▸ **Work to be completed**
Here you must reproduce each line of the data exactly.

▸ **Records shown**
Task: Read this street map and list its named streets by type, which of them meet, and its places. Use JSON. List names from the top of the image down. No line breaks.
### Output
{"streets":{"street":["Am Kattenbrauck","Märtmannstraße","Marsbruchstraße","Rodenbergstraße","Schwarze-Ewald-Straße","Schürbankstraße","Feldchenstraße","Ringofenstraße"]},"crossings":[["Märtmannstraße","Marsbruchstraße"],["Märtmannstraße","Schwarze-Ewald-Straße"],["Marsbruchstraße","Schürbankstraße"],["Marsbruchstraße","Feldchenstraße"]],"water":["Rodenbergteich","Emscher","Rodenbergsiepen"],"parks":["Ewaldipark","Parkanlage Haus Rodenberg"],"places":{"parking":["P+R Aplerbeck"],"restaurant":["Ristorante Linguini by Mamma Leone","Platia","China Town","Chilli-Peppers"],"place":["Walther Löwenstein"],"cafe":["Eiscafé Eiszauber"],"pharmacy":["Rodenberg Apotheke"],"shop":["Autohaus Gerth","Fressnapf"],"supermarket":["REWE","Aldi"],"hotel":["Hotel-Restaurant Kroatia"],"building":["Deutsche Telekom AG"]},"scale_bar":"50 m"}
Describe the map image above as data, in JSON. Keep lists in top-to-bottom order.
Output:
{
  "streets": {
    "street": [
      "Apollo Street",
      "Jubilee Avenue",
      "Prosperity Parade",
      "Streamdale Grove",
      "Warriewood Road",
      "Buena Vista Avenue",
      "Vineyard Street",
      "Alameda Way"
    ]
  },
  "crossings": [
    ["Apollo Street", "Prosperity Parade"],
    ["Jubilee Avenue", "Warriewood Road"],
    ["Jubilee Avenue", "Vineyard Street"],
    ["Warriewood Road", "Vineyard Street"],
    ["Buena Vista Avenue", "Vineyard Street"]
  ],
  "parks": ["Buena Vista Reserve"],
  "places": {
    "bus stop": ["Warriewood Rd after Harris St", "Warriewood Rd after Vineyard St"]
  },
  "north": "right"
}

▸ **Reply to the exercise**
Task: Read this street map and list its named streets by type, which of them meet, and its places. Use JSON. List names from the top of the image down. No line breaks.
### Output
{"streets":{"street":["Am Kattenbrauck","Märtmannstraße","Marsbruchstraße","Rodenbergstraße","Schwarze-Ewald-Straße","Schürbankstraße","Feldchenstraße","Ringofenstraße"]},"crossings":[["Märtmannstraße","Marsbruchstraße"],["Märtmannstraße","Schwarze-Ewald-Straße"],["Marsbruchstraße","Schürbankstraße"],["Marsbruchstraße","Feldchenstraße"]],"water":["Rodenbergteich","Emscher","Rodenbergsiepen"],"parks":["Ewaldipark","Parkanlage Haus Rodenberg"],"places":{"parking":["P+R Aplerbeck"],"restaurant":["Ristorante Linguini by Mamma Leone","Platia","China Town","Chilli-Peppers"],"place":["Walther Löwenstein"],"cafe":["Eiscafé Eiszauber"],"pharmacy":["Rodenberg Apotheke"],"shop":["Autohaus Gerth","Fressnapf"],"supermarket":["REWE","Aldi"],"hotel":["Hotel-Restaurant Kroatia"],"building":["Deutsche Telekom AG"]},"scale_bar":"50 m"}
Describe the map image above as data, in JSON. Keep lists in top-to-bottom order.
Output:
{
  "streets": {
    "street": [
      "Apollo Street",
      "Jubilee Avenue",
      "Prosperity Parade",
      "Streamdale Grove",
      "Warriewood Road",
      "Buena Vista Avenue",
      "Vineyard Street",
      "Alameda Way"
    ]
  },
  "crossings": [
    ["Apollo Street", "Prosperity Parade"],
    ["Jubilee Avenue", "Warriewood Road"],
    ["Jubilee Avenue", "Vineyard Street"],
    ["Warriewood Road", "Vineyard Street"],
    ["Buena Vista Avenue", "Vineyard Street"]
  ],
  "parks": ["Buena Vista Reserve"],
  "places": {
    "bus stop": ["Warriewood Rd after Harris St", "Warriewood Rd after Vineyard St"]
  },
  "north": "right"
}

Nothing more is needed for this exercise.